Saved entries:
..........
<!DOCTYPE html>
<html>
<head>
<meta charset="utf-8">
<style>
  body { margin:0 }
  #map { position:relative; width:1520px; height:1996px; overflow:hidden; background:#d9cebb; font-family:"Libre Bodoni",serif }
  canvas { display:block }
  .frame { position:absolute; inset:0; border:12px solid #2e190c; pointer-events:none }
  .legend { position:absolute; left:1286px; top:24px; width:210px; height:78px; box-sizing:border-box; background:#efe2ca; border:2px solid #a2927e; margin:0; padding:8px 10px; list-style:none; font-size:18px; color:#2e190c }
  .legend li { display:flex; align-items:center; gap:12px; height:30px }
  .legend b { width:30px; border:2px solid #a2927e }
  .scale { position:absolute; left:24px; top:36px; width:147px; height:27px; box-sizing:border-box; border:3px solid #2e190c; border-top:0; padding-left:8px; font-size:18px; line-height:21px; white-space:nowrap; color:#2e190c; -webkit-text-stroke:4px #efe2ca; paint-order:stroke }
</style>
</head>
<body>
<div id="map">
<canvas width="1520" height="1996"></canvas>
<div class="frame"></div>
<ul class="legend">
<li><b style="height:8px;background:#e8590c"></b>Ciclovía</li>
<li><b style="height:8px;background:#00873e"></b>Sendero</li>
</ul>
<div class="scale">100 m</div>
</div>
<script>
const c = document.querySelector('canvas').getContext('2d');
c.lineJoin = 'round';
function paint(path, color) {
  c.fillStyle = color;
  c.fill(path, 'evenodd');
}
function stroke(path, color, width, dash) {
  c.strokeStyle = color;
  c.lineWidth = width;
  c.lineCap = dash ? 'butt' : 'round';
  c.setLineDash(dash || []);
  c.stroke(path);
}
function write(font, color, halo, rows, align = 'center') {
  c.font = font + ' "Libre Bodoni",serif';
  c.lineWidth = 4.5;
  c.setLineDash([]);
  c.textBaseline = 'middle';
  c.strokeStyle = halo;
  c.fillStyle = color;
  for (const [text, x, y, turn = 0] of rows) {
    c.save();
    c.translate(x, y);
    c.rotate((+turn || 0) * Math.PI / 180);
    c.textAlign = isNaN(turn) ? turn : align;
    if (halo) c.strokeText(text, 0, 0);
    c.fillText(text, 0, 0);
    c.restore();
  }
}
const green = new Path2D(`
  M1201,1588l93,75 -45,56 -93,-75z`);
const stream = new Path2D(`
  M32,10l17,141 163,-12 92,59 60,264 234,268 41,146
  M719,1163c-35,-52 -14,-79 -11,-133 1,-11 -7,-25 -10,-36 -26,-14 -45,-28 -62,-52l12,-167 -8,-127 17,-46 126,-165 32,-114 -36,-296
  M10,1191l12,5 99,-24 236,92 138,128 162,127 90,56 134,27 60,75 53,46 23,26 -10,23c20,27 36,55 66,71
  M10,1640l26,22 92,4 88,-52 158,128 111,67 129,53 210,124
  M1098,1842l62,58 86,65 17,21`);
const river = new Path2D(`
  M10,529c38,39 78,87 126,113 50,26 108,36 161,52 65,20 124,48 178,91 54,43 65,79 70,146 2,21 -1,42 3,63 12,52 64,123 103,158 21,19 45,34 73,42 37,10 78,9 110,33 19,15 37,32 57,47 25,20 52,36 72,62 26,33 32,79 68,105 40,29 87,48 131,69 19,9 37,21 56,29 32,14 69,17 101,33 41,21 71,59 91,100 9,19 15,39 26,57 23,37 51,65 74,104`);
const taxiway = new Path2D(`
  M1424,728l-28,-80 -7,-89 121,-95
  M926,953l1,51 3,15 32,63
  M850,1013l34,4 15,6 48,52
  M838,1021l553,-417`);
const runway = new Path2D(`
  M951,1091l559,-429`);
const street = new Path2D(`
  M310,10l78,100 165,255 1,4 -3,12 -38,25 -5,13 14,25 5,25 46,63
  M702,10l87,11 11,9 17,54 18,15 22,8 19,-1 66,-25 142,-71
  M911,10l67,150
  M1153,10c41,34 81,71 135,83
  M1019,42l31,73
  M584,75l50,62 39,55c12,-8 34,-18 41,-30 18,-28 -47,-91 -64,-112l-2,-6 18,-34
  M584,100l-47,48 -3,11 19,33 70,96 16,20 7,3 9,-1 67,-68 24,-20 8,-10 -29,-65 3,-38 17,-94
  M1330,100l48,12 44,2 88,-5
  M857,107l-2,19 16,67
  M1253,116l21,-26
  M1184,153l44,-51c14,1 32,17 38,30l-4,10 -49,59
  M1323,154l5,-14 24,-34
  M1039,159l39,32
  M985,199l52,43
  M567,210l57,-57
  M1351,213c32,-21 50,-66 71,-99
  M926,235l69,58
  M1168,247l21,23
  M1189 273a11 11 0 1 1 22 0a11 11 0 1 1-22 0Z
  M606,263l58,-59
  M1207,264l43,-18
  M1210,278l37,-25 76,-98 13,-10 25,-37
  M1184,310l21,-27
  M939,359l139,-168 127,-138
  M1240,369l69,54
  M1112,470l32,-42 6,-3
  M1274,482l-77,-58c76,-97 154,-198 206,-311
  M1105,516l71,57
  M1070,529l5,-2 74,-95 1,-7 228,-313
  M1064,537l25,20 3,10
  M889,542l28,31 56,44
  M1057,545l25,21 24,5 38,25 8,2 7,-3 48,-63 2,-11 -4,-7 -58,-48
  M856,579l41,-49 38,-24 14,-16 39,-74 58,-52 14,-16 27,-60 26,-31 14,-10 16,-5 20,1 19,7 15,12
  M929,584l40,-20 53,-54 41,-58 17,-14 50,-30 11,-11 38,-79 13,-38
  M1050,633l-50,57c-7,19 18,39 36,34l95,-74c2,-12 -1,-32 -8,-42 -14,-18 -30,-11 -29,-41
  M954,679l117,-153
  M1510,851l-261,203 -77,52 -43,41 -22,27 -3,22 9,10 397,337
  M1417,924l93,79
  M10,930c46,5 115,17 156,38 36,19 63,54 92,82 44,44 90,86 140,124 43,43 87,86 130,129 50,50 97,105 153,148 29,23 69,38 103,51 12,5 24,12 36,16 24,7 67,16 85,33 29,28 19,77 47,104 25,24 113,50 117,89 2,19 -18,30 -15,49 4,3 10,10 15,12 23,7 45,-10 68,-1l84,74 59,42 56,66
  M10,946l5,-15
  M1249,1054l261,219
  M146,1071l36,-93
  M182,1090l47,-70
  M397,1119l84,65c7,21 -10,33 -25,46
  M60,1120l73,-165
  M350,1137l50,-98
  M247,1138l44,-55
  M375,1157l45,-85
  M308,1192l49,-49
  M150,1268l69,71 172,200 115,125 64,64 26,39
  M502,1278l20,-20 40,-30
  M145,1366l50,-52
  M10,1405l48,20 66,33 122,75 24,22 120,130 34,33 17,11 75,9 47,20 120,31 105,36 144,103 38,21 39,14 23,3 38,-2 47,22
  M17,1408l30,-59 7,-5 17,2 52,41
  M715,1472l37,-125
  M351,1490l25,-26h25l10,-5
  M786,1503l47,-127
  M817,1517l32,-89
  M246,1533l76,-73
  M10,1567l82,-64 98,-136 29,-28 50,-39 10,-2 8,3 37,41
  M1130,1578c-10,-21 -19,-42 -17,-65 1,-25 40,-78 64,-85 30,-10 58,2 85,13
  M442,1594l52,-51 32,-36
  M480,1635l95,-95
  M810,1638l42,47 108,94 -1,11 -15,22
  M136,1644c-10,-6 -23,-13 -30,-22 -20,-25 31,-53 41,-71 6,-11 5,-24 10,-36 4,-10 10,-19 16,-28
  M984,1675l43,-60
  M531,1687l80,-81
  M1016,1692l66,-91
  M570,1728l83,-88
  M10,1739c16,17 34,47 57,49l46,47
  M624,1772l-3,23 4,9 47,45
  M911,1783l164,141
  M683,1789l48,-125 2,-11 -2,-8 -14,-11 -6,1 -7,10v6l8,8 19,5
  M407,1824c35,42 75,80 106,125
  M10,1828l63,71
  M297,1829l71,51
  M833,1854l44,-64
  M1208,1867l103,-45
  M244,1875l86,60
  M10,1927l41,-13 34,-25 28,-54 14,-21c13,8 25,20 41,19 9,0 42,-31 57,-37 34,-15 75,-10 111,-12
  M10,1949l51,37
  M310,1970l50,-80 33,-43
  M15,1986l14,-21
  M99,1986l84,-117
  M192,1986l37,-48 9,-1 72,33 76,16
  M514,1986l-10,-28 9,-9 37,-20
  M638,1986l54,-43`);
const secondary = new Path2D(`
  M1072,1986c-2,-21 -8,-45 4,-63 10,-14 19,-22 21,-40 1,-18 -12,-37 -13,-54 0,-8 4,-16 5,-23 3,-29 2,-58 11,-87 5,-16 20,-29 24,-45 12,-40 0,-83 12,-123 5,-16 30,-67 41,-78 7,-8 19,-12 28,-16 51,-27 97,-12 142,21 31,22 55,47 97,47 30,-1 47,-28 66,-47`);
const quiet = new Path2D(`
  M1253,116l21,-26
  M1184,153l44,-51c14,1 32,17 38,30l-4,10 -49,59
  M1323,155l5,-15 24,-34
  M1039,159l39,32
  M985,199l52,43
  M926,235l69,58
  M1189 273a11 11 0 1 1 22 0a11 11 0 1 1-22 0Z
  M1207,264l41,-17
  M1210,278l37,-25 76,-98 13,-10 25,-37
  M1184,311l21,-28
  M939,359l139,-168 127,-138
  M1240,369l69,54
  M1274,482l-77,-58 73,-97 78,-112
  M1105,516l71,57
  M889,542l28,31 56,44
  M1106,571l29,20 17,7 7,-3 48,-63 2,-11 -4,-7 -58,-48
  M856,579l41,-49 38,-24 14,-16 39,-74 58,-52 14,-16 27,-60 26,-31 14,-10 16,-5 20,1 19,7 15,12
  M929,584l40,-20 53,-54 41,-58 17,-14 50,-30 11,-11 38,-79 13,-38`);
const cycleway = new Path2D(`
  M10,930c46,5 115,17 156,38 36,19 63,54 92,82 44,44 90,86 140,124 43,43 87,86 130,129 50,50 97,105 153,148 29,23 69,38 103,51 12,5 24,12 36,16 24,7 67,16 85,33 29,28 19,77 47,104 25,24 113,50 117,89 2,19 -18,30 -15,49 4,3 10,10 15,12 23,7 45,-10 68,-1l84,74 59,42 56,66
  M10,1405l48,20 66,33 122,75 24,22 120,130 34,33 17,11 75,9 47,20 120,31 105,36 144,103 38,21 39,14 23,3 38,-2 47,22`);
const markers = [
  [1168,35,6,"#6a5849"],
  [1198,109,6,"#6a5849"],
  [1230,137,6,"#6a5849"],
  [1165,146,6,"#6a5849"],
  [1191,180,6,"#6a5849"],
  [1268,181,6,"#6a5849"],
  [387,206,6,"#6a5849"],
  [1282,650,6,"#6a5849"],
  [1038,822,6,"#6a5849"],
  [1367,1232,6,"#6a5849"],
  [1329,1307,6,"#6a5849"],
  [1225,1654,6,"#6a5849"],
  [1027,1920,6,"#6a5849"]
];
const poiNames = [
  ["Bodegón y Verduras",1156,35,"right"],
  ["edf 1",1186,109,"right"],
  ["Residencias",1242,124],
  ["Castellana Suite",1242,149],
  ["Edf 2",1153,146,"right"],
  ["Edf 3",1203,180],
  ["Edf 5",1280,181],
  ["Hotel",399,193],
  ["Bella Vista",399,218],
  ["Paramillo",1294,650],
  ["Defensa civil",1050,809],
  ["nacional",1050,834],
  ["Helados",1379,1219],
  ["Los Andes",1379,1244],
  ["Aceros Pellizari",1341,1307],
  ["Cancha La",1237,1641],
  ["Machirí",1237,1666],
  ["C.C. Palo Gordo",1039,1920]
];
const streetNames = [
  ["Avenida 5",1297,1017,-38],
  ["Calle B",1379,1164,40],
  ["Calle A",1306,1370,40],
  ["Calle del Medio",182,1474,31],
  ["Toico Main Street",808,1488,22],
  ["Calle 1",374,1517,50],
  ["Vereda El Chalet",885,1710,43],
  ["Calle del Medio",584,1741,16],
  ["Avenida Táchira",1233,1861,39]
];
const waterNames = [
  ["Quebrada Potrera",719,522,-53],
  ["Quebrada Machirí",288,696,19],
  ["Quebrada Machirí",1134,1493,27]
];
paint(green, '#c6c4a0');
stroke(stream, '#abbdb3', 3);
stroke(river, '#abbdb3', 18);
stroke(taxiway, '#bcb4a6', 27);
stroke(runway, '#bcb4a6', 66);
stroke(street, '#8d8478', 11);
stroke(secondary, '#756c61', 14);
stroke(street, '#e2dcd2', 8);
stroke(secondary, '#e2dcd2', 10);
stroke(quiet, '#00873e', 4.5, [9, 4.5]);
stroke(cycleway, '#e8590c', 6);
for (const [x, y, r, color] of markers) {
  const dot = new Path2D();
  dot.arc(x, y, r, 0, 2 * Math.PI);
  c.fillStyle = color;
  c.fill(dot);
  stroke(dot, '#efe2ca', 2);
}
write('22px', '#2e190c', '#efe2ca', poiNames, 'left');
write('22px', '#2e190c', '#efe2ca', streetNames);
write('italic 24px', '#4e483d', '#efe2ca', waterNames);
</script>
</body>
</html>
..........
#### [DIRECTIONS FOR THIS TASK]
Report all lines of the data above that include the string "halo".

#### [THE ANSWER]
function write(font, color, halo, rows, align = 'center') {
  c.strokeStyle = halo;
    if (halo) c.strokeText(text, 0, 0);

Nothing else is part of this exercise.